Content starts

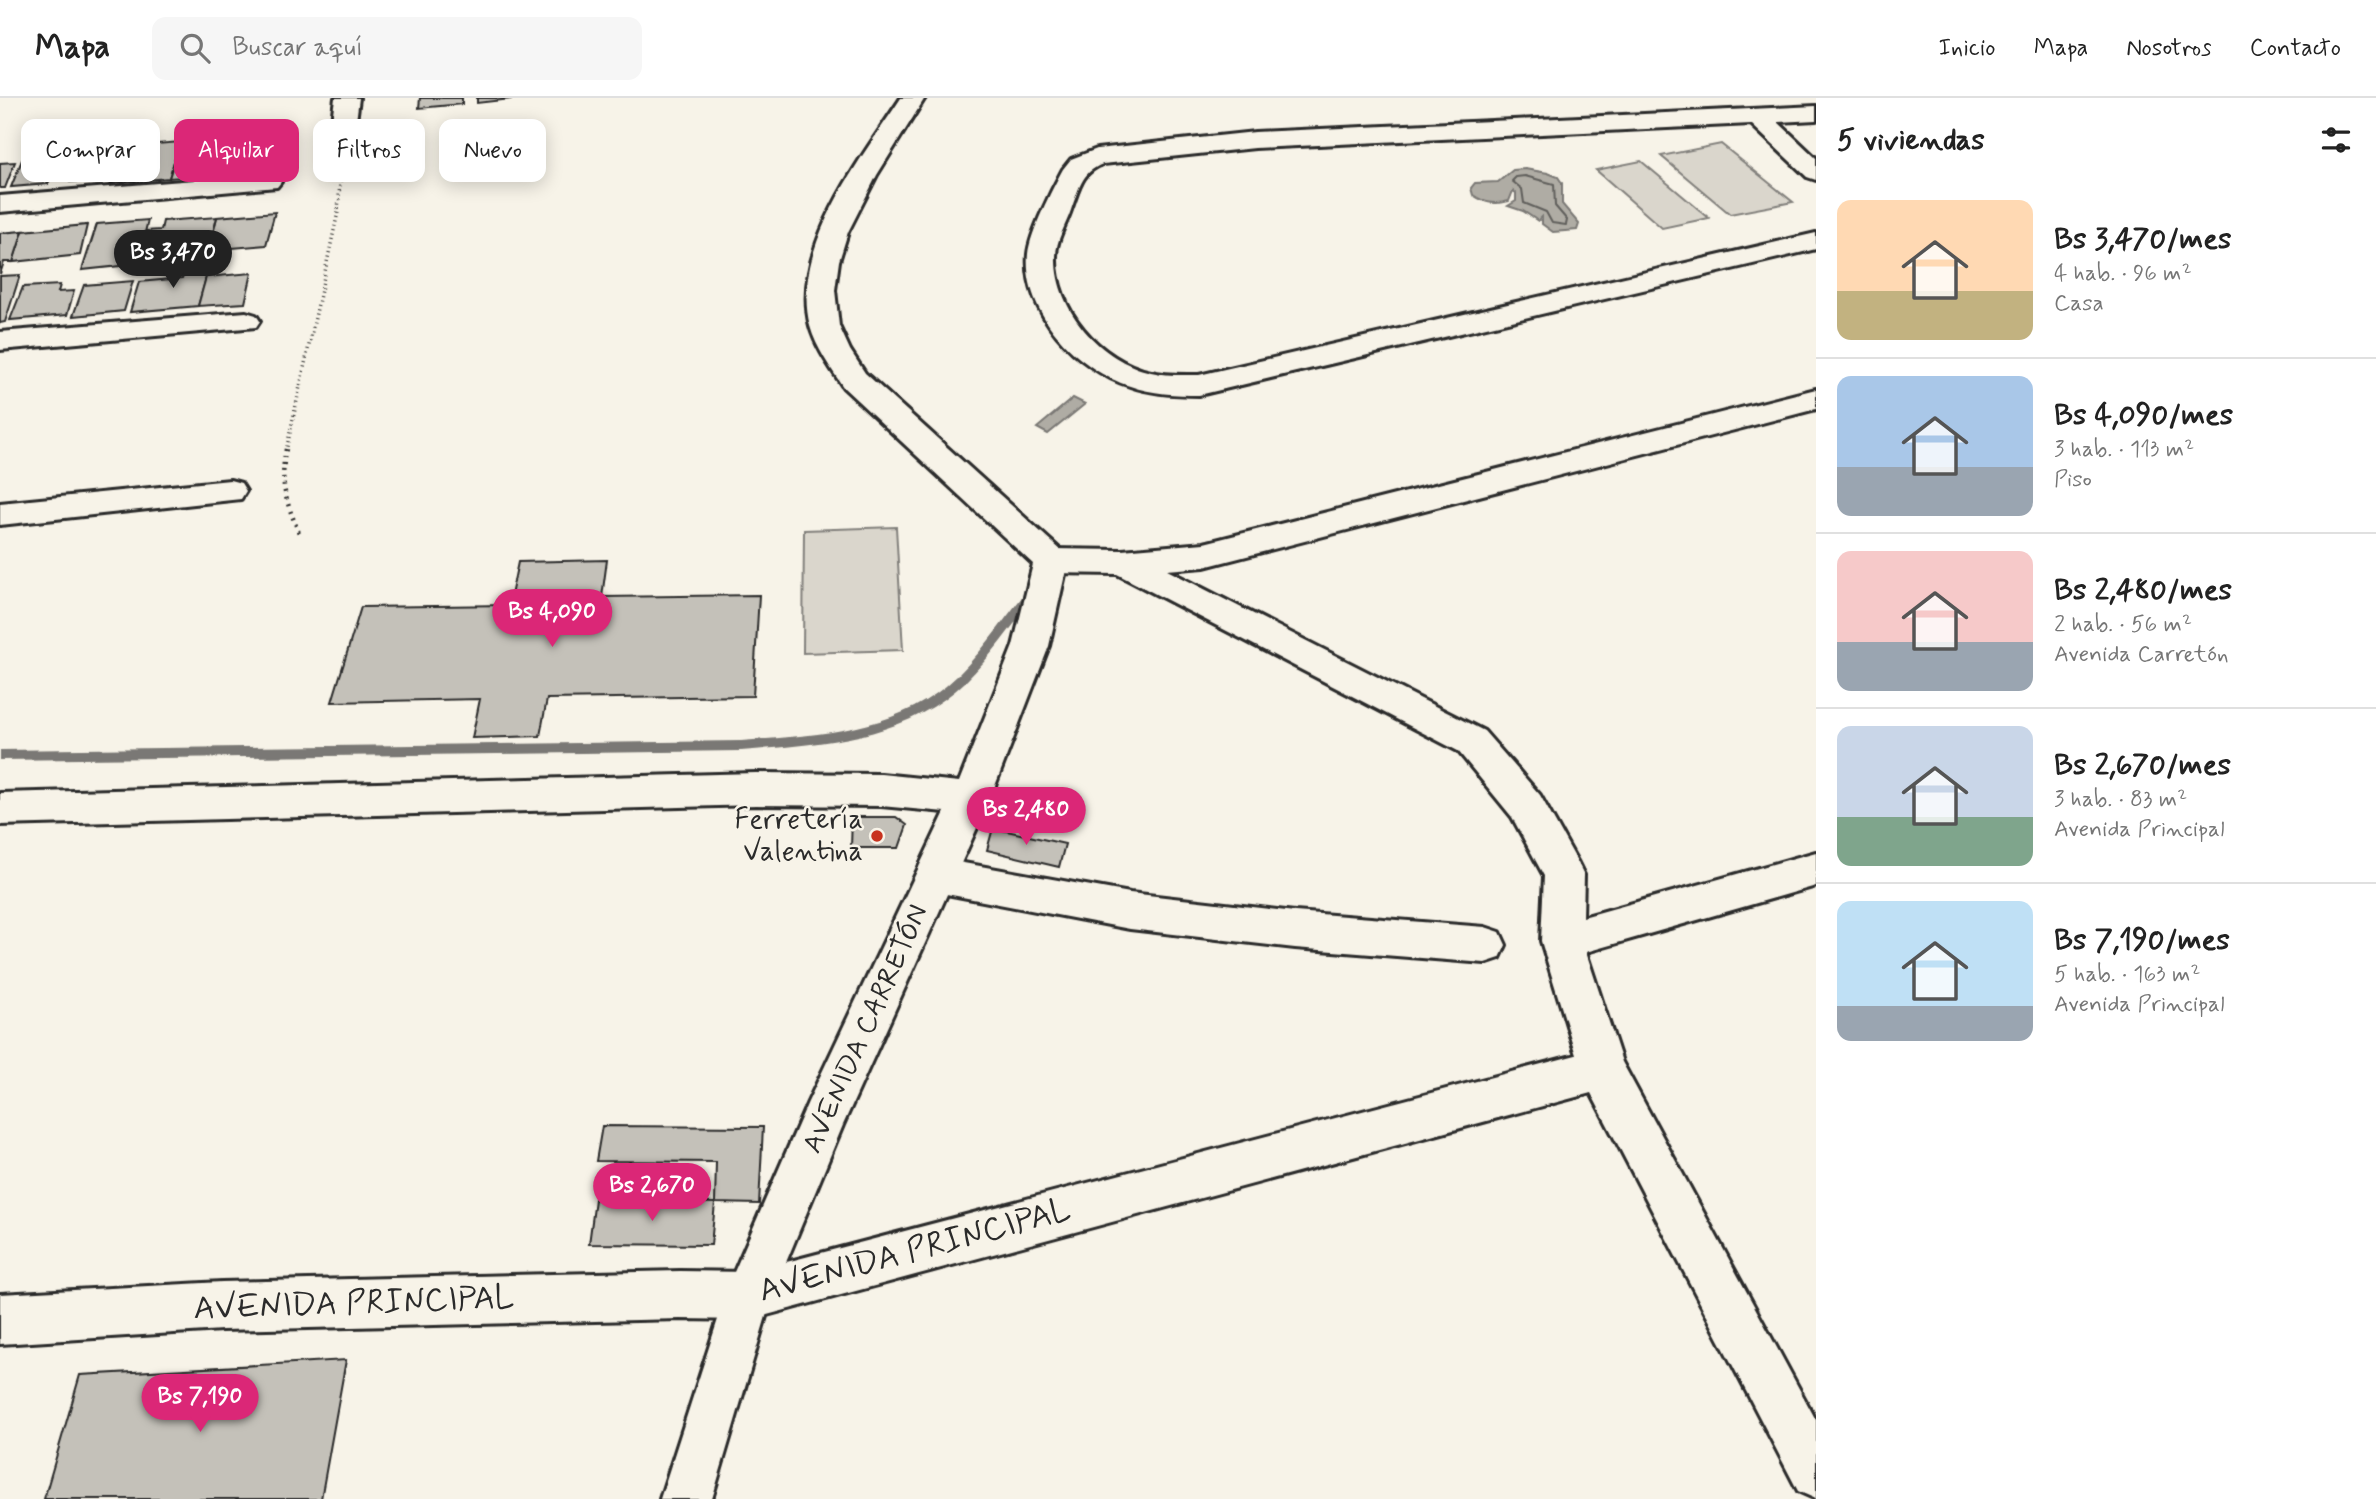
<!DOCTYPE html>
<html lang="es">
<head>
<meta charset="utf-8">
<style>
	body { margin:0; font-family:Mynerve,sans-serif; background:#f6f6f6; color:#222; height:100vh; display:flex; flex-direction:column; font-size:26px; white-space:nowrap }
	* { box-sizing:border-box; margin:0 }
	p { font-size:23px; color:#767676 }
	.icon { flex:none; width:38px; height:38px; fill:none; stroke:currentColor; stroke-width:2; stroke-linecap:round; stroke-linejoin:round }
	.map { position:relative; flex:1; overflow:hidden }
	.side { display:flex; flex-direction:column; background:#fff; width:560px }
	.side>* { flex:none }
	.hud { position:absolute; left:21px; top:21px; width:665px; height:63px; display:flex; gap:14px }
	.price { position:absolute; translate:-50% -60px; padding:0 16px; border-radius:24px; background:#db2777; color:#fff; font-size:23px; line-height:46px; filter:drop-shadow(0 2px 4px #0008) }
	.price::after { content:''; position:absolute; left:50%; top:42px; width:21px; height:16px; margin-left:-10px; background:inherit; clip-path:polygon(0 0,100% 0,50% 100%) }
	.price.active { background:#222; color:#fff }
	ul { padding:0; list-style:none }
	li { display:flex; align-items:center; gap:21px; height:175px; padding:0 21px }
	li+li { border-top:2px solid #e0e0e0 }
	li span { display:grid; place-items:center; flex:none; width:196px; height:140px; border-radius:14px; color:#555 }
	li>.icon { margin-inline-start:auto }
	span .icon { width:84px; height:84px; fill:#fffc; stroke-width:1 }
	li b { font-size:30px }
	h2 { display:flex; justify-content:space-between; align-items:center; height:84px; padding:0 21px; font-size:30px }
	.tag { padding:0 24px; border-radius:14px; background:#fff; box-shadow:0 4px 18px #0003; font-size:24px; line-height:63px }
	.tag.active { background:#db2777; color:#fff }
	header { display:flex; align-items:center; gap:42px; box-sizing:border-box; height:98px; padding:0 35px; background:#fff; border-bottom:2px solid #e0e0e0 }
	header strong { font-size:33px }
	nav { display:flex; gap:38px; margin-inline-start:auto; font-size:24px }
	.search { width:490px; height:63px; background:#f6f6f6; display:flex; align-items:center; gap:18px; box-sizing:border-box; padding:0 24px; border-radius:14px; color:#767676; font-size:26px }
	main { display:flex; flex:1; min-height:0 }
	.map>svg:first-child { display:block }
	.green { fill:#dad6cc; stroke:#82807c; stroke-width:2 }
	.water { fill:#afaca4; stroke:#7a7874; stroke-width:2 }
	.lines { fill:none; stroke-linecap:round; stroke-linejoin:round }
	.shore { stroke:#605f5b; stroke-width:2 }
	.stream { fill:#7a7874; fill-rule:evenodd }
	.building { fill:#c4c1b9; stroke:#2b2b2b; stroke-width:2 }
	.street-casing { stroke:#2b2b2b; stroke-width:6 }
	.secondary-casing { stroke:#2b2b2b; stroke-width:6 }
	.path-far1 { stroke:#2b2b2b; stroke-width:3.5; stroke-dasharray:1 3.5; stroke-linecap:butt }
	.path { stroke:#2b2b2b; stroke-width:4.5; stroke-dasharray:2 5; stroke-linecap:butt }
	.street { fill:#f7f3e8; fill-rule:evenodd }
	.secondary { fill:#f7f3e8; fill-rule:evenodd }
	.poi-dot { fill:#c8321e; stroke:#f7f3e8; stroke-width:2.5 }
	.labels { text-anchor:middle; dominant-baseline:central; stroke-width:5; stroke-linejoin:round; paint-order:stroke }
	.poi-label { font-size:28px; fill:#2b2b2b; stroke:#f7f3e8; text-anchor:end }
	.street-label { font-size:28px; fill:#2b2b2b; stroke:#f7f3e8 }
	.near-street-label { font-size:33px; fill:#2b2b2b; stroke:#f7f3e8 }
</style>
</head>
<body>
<header>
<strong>Mapa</strong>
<div class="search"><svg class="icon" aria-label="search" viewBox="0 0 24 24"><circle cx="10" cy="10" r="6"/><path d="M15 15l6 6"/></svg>Buscar aquí</div>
<nav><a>Inicio</a><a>Mapa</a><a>Nosotros</a><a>Contacto</a></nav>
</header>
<main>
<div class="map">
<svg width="1816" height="1401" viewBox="0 0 1816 1401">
	<rect width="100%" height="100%" fill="#f7f3e8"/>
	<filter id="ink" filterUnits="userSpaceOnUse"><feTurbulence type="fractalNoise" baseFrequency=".0143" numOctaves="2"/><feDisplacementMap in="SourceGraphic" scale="14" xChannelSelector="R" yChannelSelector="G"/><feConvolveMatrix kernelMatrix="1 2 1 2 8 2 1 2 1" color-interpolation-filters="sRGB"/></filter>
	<g filter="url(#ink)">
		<g class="green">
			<path d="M1721 46 1793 104 1730 116 1661 58Z"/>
			<path d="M1641 63 1709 120 1662 130 1596 72Z"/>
			<path d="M896 429 903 552 803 555 804 432Z"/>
		</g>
		<g class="water">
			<path d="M1525 71 1548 75 1558 79 1562 85V106L1579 126 1577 132 1553 134 1542 126V119L1538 123 1523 113 1508 108 1516 103V95L1513 93 1509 103C1494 107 1485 105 1473 97L1471 90 1475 85 1498 84 1513 72Z"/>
			<path d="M1073 300 1085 306 1048 336 1037 330Z"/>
		</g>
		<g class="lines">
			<path class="shore" d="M1525 78 1554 86 1555 108 1567 122 1566 127 1552 125 1546 114 1524 105 1522 91 1512 83 1516 79Z"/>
			<path class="stream" d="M1034 488 1039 492 1038 495C1011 528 987 566 955 593 896 643 814 646 741 653L0 662V652L741 643C812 637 889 635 946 588 979 560 1003 522 1030 489Z"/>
		</g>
		<g class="building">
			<path d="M420 0H462V6L419 10Z"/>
			<path d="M477 0H520L477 5Z"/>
			<path d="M147 40 145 47 180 44 169 80 111 85 120 57 137 55 139 50 124 51 127 43Z"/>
			<path d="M288 42 283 71 223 76 231 46Z"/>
			<path d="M231 46 223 76 169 80 178 51Z"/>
			<path d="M114 56 106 81 70 84 79 58Z"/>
			<path d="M58 60 48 86 11 89 22 62Z"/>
			<path d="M15 64 5 90H0V65Z"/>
			<path d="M275 114 266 147 209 152 217 119Z"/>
			<path d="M217 119 206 162 167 166 171 148 141 151 146 133 161 132 163 123Z"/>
			<path d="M148 122 141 151 126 152 120 168 82 172 97 126Z"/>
			<path d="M87 127 80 157 13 164 23 133Z"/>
			<path d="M23 133 13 164H4L0 176V135Z"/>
			<path d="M211 162 198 208 130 214 139 184 182 180 188 164Z"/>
			<path d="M252 175 245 205 198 208 206 179Z"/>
			<path d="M20 177 5 224 0 225V178Z"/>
			<path d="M133 183 124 213 73 218 84 187Z"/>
			<path d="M60 187 58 194 74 193 67 217 10 222 23 189Z"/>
			<path d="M607 462 602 499 759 497 753 598 547 601 540 638 472 640 480 601 332 604 361 509 509 507 518 464Z"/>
			<path d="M852 719H896L907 727 899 750H851Z"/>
			<path d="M993 730 1065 746 1059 769 987 752Z"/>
			<path d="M602 1028 763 1029 759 1106 715 1105 716 1064 596 1063Z"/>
			<path d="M595 1101 715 1105 711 1147 589 1146Z"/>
			<path d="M346 1262 321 1401H44L80 1277Z"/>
		</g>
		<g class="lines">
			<defs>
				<g id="street">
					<path d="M335 0H359L356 23 353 28 344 30 335 28 332 23Z"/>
					<path d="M1816 8V22L1778 24 1816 60V82L1807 79 1751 26 1255 50 1103 66C1081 74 1079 91 1071 112 1066 127 1056 142 1056 158 1054 210 1100 263 1151 274 1166 278 1183 277 1199 277L1816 135V151L1199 297C1176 297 1152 296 1130 288 1077 271 1023 215 1028 156 1030 135 1052 91 1063 71L1071 61 1097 51 1255 34Z"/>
					<path d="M268 76 277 79 281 84 277 89 0 114V98Z"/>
					<path d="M246 214 256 217 260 223 256 229 0 252V234Z"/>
					<path d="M1816 291V311L1204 469 1167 472 1484 633 1540 697 1578 765 1584 777 1583 819 1816 754V788L1586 854 1622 964 1816 1322V1401L1798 1393 1591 995 748 1222 680 1221 222 1232 0 1246V1196L222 1184 680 1173 748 1174 1576 957 1541 843 1544 778 1512 719 1458 653 1117 476 1051 475 1039 472 1034 463 1039 454 1051 451 1122 452 1204 445Z"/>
					<path d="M230 382 241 385 246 393 241 401 0 427V405Z"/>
					<path d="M936 760 1130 795 1295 814 1485 829 1500 834 1506 847 1500 860 1485 865 1295 850 1130 831 936 794 922 789 916 777 922 765Z"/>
				</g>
				<path id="secondary" d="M901 0H925L877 77 848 134 839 163 835 192 839 228 850 252 865 275 1063 454 1068 463 1049 548 990 701 843 1027 772 1198 712 1401H660L731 1181 808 1004 945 714 881 708 756 707 0 727V695L756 675 881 676 959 684 1013 548 1033 466 843 289C831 270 816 250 810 228 790 150 861 61 901 0Z"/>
			</defs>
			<use href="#street" class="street-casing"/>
			<use href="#secondary" class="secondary-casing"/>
			<path class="path-far1" d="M286 353 338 114 342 53"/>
			<path class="path" d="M286 351C279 386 286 403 299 435"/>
			<use href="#street" class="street"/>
			<use href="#secondary" class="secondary"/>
		</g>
	</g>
	<circle class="poi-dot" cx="877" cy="738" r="7"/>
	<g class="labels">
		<g class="poi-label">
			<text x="863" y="722">Ferretería<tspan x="863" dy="32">Valentina</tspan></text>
		</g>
		<g class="street-label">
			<text transform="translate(866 931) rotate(-66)">AVENIDA CARRETÓN</text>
		</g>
		<g class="near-street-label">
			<text transform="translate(915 1153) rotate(-15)">AVENIDA PRINCIPAL</text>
			<text transform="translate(354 1206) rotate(-2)">AVENIDA PRINCIPAL</text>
		</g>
	</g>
</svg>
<b class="price active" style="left:173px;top:192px">Bs 3,470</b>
<b class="price" style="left:552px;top:551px">Bs 4,090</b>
<b class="price" style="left:1026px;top:749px">Bs 2,480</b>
<b class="price" style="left:652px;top:1125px">Bs 2,670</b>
<b class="price" style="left:200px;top:1336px">Bs 7,190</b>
<div class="hud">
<a class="tag">Comprar</a>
<a class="tag active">Alquilar</a>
<a class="tag">Filtros</a>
<a class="tag">Nuevo</a>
</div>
</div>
<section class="side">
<h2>5 viviendas<svg class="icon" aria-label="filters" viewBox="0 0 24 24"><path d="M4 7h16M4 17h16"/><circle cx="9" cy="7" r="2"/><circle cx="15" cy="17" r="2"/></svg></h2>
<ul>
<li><span style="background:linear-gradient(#ffd9b3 65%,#c2b280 0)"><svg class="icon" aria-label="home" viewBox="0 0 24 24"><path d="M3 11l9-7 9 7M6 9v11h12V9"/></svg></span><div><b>Bs 3,470/mes</b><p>4 hab. · 96 m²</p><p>Casa</p></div></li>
<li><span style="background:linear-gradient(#a9c7e8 65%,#9aa5b1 0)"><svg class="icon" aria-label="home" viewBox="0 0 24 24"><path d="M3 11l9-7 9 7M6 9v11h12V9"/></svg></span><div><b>Bs 4,090/mes</b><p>3 hab. · 113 m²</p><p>Piso</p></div></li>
<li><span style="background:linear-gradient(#f6c9c9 65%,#9aa5b1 0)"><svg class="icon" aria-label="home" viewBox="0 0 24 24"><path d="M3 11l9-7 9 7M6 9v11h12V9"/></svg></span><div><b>Bs 2,480/mes</b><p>2 hab. · 56 m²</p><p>Avenida Carretón</p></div></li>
<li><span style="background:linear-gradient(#c9d6e8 65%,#7fa58c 0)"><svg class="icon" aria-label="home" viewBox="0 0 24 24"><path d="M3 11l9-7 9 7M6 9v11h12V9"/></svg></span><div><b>Bs 2,670/mes</b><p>3 hab. · 83 m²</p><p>Avenida Principal</p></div></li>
<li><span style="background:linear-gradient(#bfe0f5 75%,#9aa5b1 0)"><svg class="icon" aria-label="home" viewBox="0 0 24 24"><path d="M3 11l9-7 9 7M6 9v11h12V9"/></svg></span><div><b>Bs 7,190/mes</b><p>5 hab. · 163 m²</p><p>Avenida Principal</p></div></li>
</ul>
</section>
</main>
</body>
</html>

Content ends

## [How to complete this task]
Up to and including the line that holds "display:flex; flex-direction:column; background:#fff;", restate word for word each line of the records from their start, and only those lines, leaving out the pictures.

## [Response to this task]
<!DOCTYPE html>
<html lang="es">
<head>
<meta charset="utf-8">
<style>
	body { margin:0; font-family:Mynerve,sans-serif; background:#f6f6f6; color:#222; height:100vh; display:flex; flex-direction:column; font-size:26px; white-space:nowrap }
	* { box-sizing:border-box; margin:0 }
	p { font-size:23px; color:#767676 }
	.icon { flex:none; width:38px; height:38px; fill:none; stroke:currentColor; stroke-width:2; stroke-linecap:round; stroke-linejoin:round }
	.map { position:relative; flex:1; overflow:hidden }
	.side { display:flex; flex-direction:column; background:#fff; width:560px }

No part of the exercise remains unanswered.